(The problem) The answer must be an exact transcription of all the records below.

Task inputs: Begin

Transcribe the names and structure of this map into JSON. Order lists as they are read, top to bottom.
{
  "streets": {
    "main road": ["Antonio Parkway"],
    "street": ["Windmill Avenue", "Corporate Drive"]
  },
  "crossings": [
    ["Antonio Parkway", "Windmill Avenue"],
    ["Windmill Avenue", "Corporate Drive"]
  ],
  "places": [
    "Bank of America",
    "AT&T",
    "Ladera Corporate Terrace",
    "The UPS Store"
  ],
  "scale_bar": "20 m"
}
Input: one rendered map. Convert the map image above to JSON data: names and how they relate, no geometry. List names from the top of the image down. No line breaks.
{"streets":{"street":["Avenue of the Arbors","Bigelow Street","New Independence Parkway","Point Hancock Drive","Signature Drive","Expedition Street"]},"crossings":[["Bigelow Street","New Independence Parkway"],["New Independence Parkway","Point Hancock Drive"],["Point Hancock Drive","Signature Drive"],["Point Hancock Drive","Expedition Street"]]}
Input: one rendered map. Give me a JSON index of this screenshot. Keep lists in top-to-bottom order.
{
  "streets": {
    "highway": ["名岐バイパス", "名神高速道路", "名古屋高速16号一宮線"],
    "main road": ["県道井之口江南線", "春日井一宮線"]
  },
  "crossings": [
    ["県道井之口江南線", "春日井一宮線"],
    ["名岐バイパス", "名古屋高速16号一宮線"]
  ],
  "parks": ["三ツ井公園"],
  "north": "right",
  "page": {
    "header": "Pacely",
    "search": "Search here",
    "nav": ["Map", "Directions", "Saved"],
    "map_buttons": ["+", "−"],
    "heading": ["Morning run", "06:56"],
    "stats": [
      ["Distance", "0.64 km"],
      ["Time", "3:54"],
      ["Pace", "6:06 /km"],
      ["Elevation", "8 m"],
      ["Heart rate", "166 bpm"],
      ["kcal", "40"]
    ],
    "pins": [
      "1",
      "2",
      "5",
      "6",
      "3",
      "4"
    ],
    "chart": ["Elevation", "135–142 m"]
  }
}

Task inputs: End

(Answer)
Transcribe the names and structure of this map into JSON. Order lists as they are read, top to bottom.
{
  "streets": {
    "main road": ["Antonio Parkway"],
    "street": ["Windmill Avenue", "Corporate Drive"]
  },
  "crossings": [
    ["Antonio Parkway", "Windmill Avenue"],
    ["Windmill Avenue", "Corporate Drive"]
  ],
  "places": [
    "Bank of America",
    "AT&T",
    "Ladera Corporate Terrace",
    "The UPS Store"
  ],
  "scale_bar": "20 m"
}
Input: one rendered map. Convert the map image above to JSON data: names and how they relate, no geometry. List names from the top of the image down. No line breaks.
{"streets":{"street":["Avenue of the Arbors","Bigelow Street","New Independence Parkway","Point Hancock Drive","Signature Drive","Expedition Street"]},"crossings":[["Bigelow Street","New Independence Parkway"],["New Independence Parkway","Point Hancock Drive"],["Point Hancock Drive","Signature Drive"],["Point Hancock Drive","Expedition Street"]]}
Input: one rendered map. Give me a JSON index of this screenshot. Keep lists in top-to-bottom order.
{
  "streets": {
    "highway": ["名岐バイパス", "名神高速道路", "名古屋高速16号一宮線"],
    "main road": ["県道井之口江南線", "春日井一宮線"]
  },
  "crossings": [
    ["県道井之口江南線", "春日井一宮線"],
    ["名岐バイパス", "名古屋高速16号一宮線"]
  ],
  "parks": ["三ツ井公園"],
  "north": "right",
  "page": {
    "header": "Pacely",
    "search": "Search here",
    "nav": ["Map", "Directions", "Saved"],
    "map_buttons": ["+", "−"],
    "heading": ["Morning run", "06:56"],
    "stats": [
      ["Distance", "0.64 km"],
      ["Time", "3:54"],
      ["Pace", "6:06 /km"],
      ["Elevation", "8 m"],
      ["Heart rate", "166 bpm"],
      ["kcal", "40"]
    ],
    "pins": [
      "1",
      "2",
      "5",
      "6",
      "3",
      "4"
    ],
    "chart": ["Elevation", "135–142 m"]
  }
}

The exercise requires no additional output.